Oxygen inhibition is a phenomenon specific to free-radical curing adhesives (the most common type of UV adhesive, typically acrylates).

The Problem

Atmospheric oxygen readily reacts with the free radicals necessary to initiate and propagate the polymerization chain reaction. This reaction is faster than the curing reaction, effectively quencing the polymerization on the surface layer.

• Result: A fully cured, hard adhesive in the bulk underneath, but a thin, tacky, uncured film on the exposed surface.
• Consequences: Weak surface integrity, poor aesthetics, attraction of dust/contaminants, and difficulties with subsequent processing or handling.

The Solutions

• Cure Under Inert Atmosphere: The most reliable method is curing the adhesive in a chamber flushed with nitrogen (N2​) or other inert gas. The N2​ displaces the air, removing the source of the oxygen.
• Increase UV Intensity: Boosting the UV light intensity increases the rate of free radical generation, which can overwhelm the inhibitory effect of the ambient oxygen. This must be balanced against the risk of heat generation.
• Physical Barrier: Curing with a clear cover glass or film placed over the adhesive (often called contact curing) physically excludes oxygen from the surface.
• Paraffin-Containing Formulas: Some adhesives are specifically formulated with wax or paraffin that migrates to the surface during cure, forming a microscopic barrier film.

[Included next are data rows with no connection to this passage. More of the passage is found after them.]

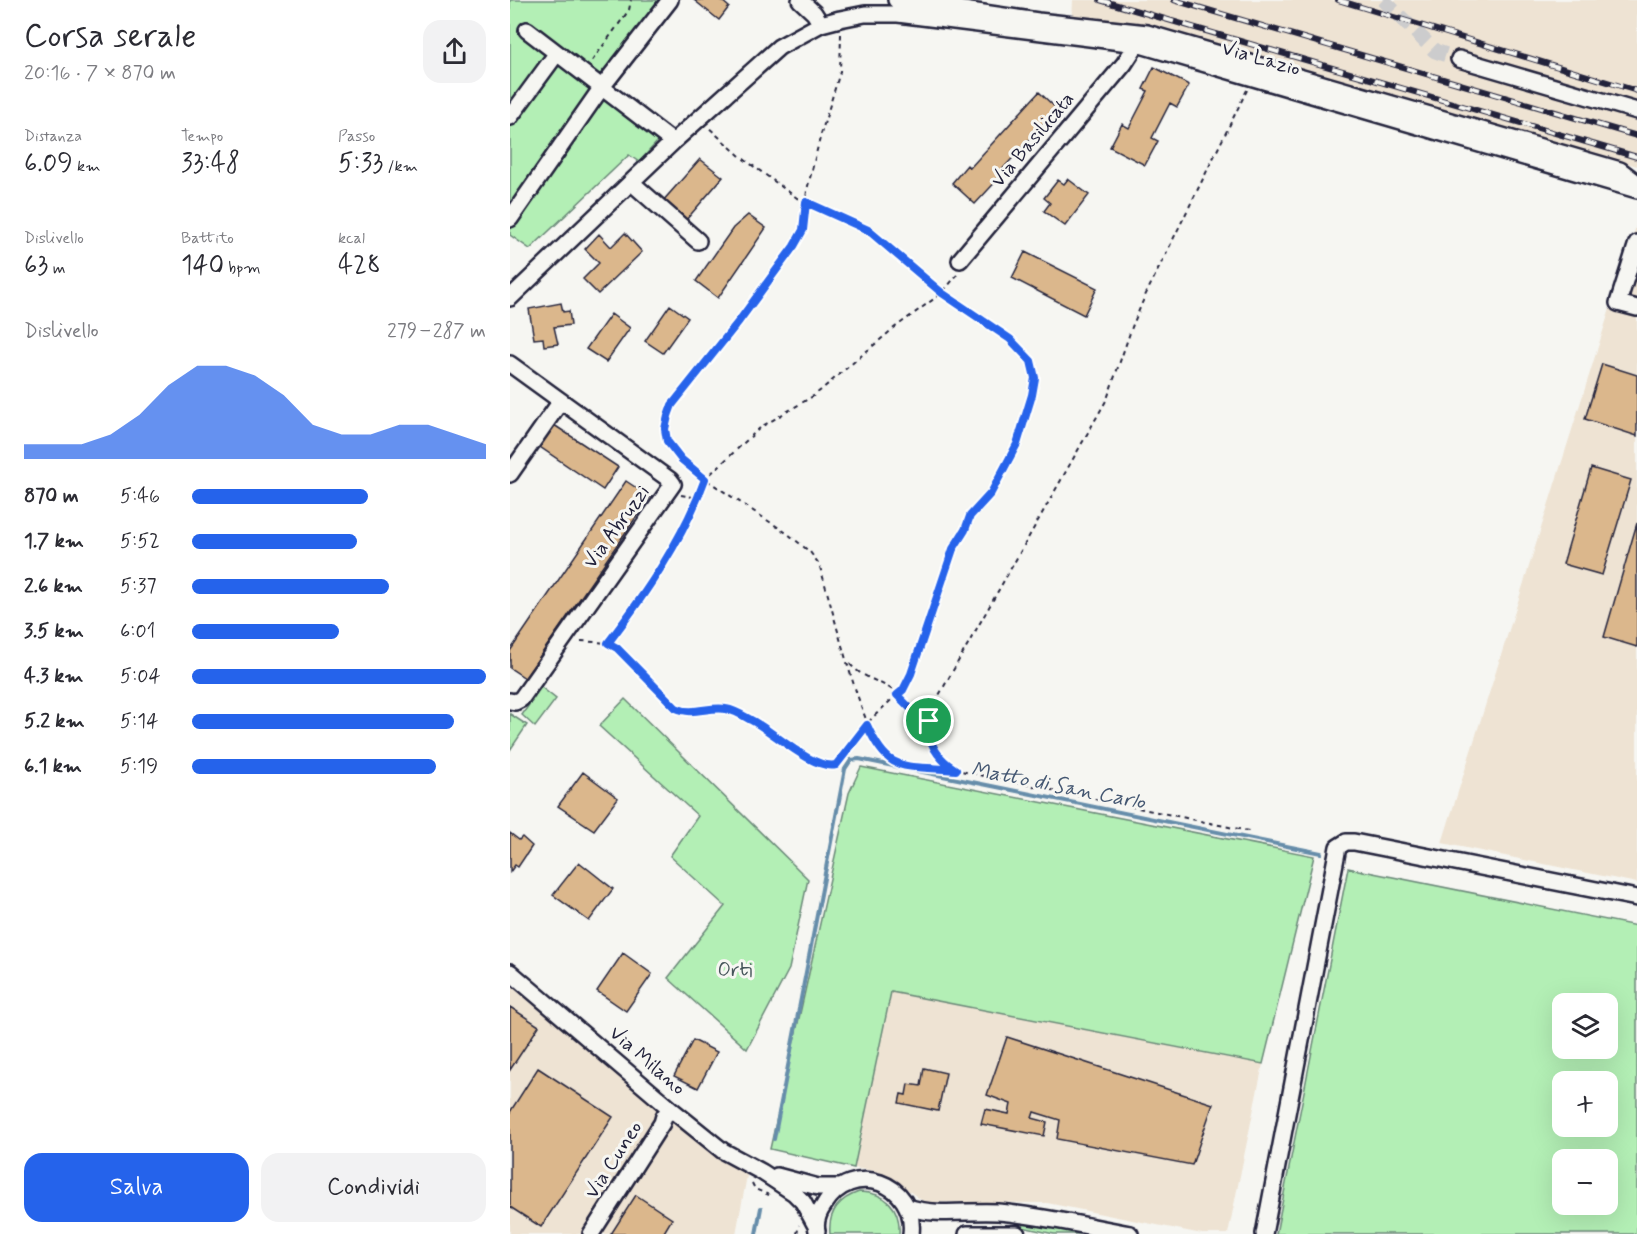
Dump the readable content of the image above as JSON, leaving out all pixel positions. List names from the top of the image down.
{
  "streets": {
    "street": [
      "Via Lazio",
      "Via Basilicata",
      "Via Abruzzi",
      "Via Milano",
      "Via Cuneo"
    ]
  },
  "crossings": [
    ["Via Lazio", "Via Basilicata"],
    ["Via Milano", "Via Cuneo"]
  ],
  "water": ["Matto di San Carlo"],
  "parks": ["Orti"],
  "page": {
    "heading": ["Corsa serale", "20:16 · 7 × 870 m"],
    "stats": [
      ["Distanza", "6.09 km"],
      ["Tempo", "33:48"],
      ["Passo", "5:33 /km"],
      ["Dislivello", "63 m"],
      ["Battito", "140 bpm"],
      ["kcal", "428"]
    ],
    "chart": ["Dislivello", "279–287 m"],
    "list": [
      {
        "name": "870 m",
        "note": "5:46"
      },
      {
        "name": "1.7 km",
        "note": "5:52"
      },
      {
        "name": "2.6 km",
        "note": "5:37"
      },
      {
        "name": "3.5 km",
        "note": "6:01"
      },
      {
        "name": "4.3 km",
        "note": "5:04"
      },
      {
        "name": "5.2 km",
        "note": "5:14"
      },
      {
        "name": "6.1 km",
        "note": "5:19"
      }
    ],
    "map_buttons": ["+", "−"],
    "buttons": ["Salva", "Condividi"]
  }
}
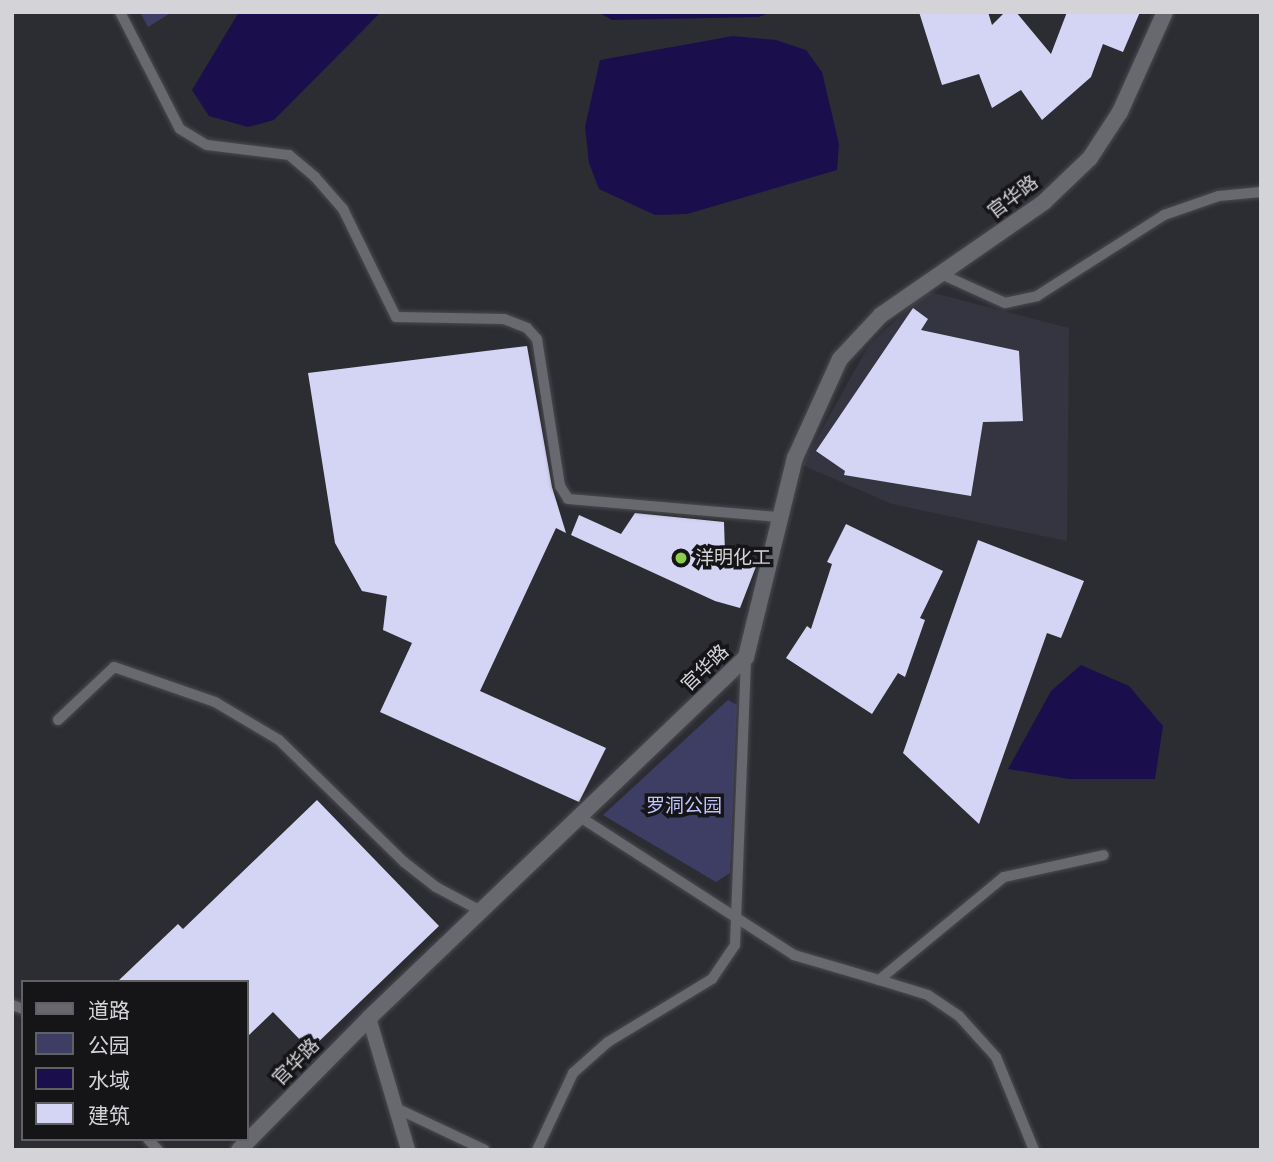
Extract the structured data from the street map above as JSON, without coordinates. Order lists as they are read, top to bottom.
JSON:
{
  "streets": {
    "main road": ["官华路"]
  },
  "parks": ["罗洞公园"],
  "places": ["洋明化工"],
  "legend": [
    "道路",
    "公园",
    "水域",
    "建筑"
  ]
}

2. Humidity and Moisture Sensitivity

Moisture sensitivity affects both UV cure and UV dual-cure systems, but in different ways.

The Problem

• Humidity as a Required Catalyst (Dual-Cure Systems): Some dual-cure adhesives are UV/Moisture-Curesystems. The UV light provides a rapid initial cure for fixturing, but the secondary cure (for shadowed areas or bulk material) requires ambient moisture (humidity) to complete the polymerization. If the part is immediately moved to a clean, dry, or refrigerated environment, the secondary cure can be incomplete, leading to eventual failure.
  
• Moisture as a Degrading Agent: For single-cure UV adhesives, excessive moisture (either high ambient humidity or direct water contact) during the short curing window can sometimes interfere with the polymerization on the substrate surface, leading to poor adhesion or reduced bond strength.

The Solutions

• Verify Dual-Cure Needs: If using a dual-cure system, confirm if a specific humidity exposure period is required after UV exposure and incorporate it into the process flow.
  
• Control the Environment: Maintain the UV curing environment within the manufacturer’s specified temperature and humidity range to ensure optimal photoinitiation kinetics.
  
• Use High-Resistance Chemistry: For applications exposed to high moisture, choose adhesives with inherently high moisture resistance, such as UV-cure epoxies or specialized hydrophobic acrylate formulas.